向こう側から名前を呼ばれても、誰か知りません。

気が付いたら責任者がいなくて、私以外のオペレーターもいなくて。

こんなに人がいなかったことはありません。

コールセンターは自転車操業で、今日来ていた人が次の日には退職していることがあります。

ですが、私以外がいないのは異常だと思います。


後ろに人の気配を感じます。

トウラ様が出てこられました。

まだ、実体ではないはずです。

人がいたはずです。業務日誌に残っている人たちは、私の同僚や上司だったのでしょう。


思い出しました。

情報システム部や総務部の人たちは、早めにいなくなりました。


中田さんは、怯えたようにセンターから出ました。今どこにいるかわかりません。


大久保さんは、気が付いたらいませんでした。


河合さんは、車を気にしていました。なぜかはわかりません。


相原さんは、寝不足だと話してました。ここ最近はよく眠れると話してくれていたはずです。
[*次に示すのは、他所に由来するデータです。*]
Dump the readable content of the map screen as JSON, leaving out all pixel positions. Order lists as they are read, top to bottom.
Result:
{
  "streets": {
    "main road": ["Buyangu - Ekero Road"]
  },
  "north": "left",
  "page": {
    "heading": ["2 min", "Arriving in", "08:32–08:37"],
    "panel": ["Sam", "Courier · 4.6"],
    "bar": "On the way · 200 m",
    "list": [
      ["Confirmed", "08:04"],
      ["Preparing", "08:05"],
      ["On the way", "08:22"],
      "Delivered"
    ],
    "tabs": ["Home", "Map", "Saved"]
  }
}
田中さんは、センターで一番の古株でした。いろんなことを知っていた長老のような人です。


高橋さんは、寿退社の予定でした。玉の輿と楽しそうに話していた様子が目に浮かびます。


上田さんは、引っ越しの予定が入っていたと話していました。ローンを組んで思い切って新築にしたと誇らしげに話してくれました。
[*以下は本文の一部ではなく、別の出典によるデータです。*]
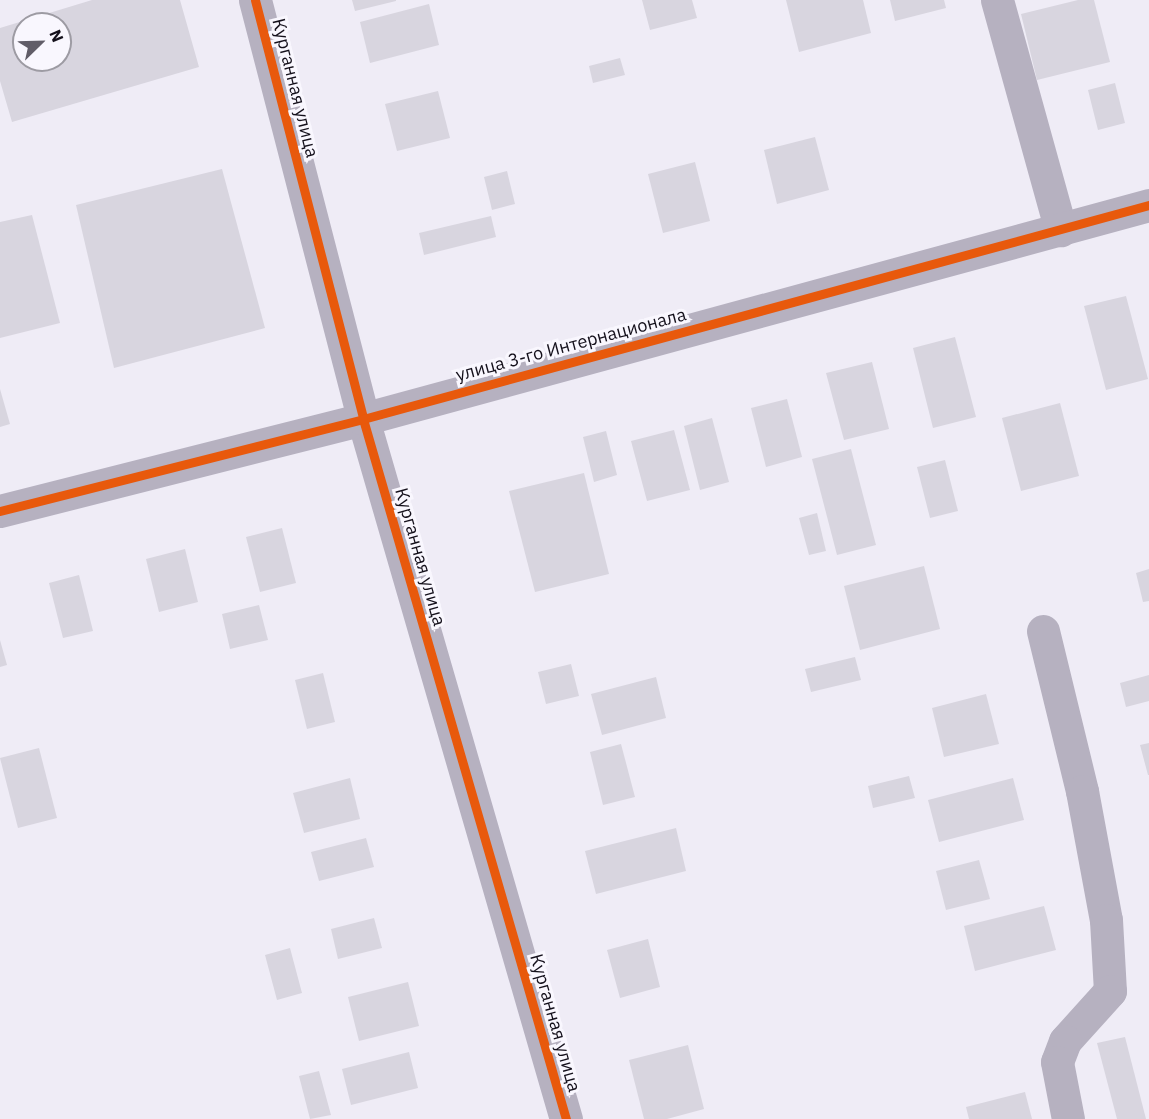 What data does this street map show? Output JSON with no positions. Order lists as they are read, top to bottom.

内藤さんは、のんびりとした方です。何度もフォローに入っていただきました。


川原さんは、わかりやすい資料を作る人でした。何度も読んだ記憶があります。




上村SVは、しっかりとした人です。緩い話し方でしたが、芯のある方です。


仲間SVは、厳しい人です。自分を律して、責任を取ってくれる人です。


市川SVは、柔らかな話し方をする人です。引継ぎの際には、その声に励まされました。


井上SVは、部署が違うのであまり話すことはありません。ただ、オペレーターをよく見ているのか「体調どう?」と話しかけてくれます。
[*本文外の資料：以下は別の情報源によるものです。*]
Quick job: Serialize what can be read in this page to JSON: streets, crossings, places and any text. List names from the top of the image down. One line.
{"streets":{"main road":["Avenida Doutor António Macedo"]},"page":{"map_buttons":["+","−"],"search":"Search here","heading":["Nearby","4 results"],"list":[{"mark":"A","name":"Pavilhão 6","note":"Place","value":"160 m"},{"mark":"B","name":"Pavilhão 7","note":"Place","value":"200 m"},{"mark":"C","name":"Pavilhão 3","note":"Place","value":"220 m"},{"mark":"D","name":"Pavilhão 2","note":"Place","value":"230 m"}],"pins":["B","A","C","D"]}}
中口SVは、ひょうきんな人です。ただ、いつもふざけているわけではなく、空気を読んで励ましてくれたりもします。




周りには、だれもいません。

後ろに誰か立っている気配を感じます。

複数人のような気がします。

一人のような気がします。

コール音が鳴っています。

電話のコール音ではありません。

後ろから聞こえてきます。


取らない選択肢もあります。

ここから、どうやって逃げればいいんでしょうか。

私の名前は既に知られているかもしれない。

どうしたらいいでしょうか。

名前を言えば、楽になるんでしょうか。


業務マニュアルにもあったじゃないですか。フルネームを話すのは禁止と。

どこかで「トウラ様に委ねたほうが、いいのでは」という気持ちもあります。

怖いんです。

なぜ怖いかなんて、わかりません。

他の人の業務日誌を見ました。

彼らの悩みは、トウラ様が解決した。

私には悩みがないんです。


ずっとトウラ様が、私の名前を呼んでいます。

知ってはいるけれど、私の口から言わないとだめなのでしょう。


「佐藤いお……さん?でしたよね」


返事をしたらどうなるのでしょう。

返事をしたいです。トウラ様のもとに行けるなら。

帰りたいです。家に。


私に執着する理由もわかりました。

今までは電話です。声しかわからなかったからです。


出ようとしています。

形をとろうとしています。

私は、トウラ様の「形」に選ばれました。


私は、出られません。ごめんね。お父さん、お母さん。


どうしたら、よかったんでしょうか。


「佐藤いおさん」


わかりました。ありがとうございました。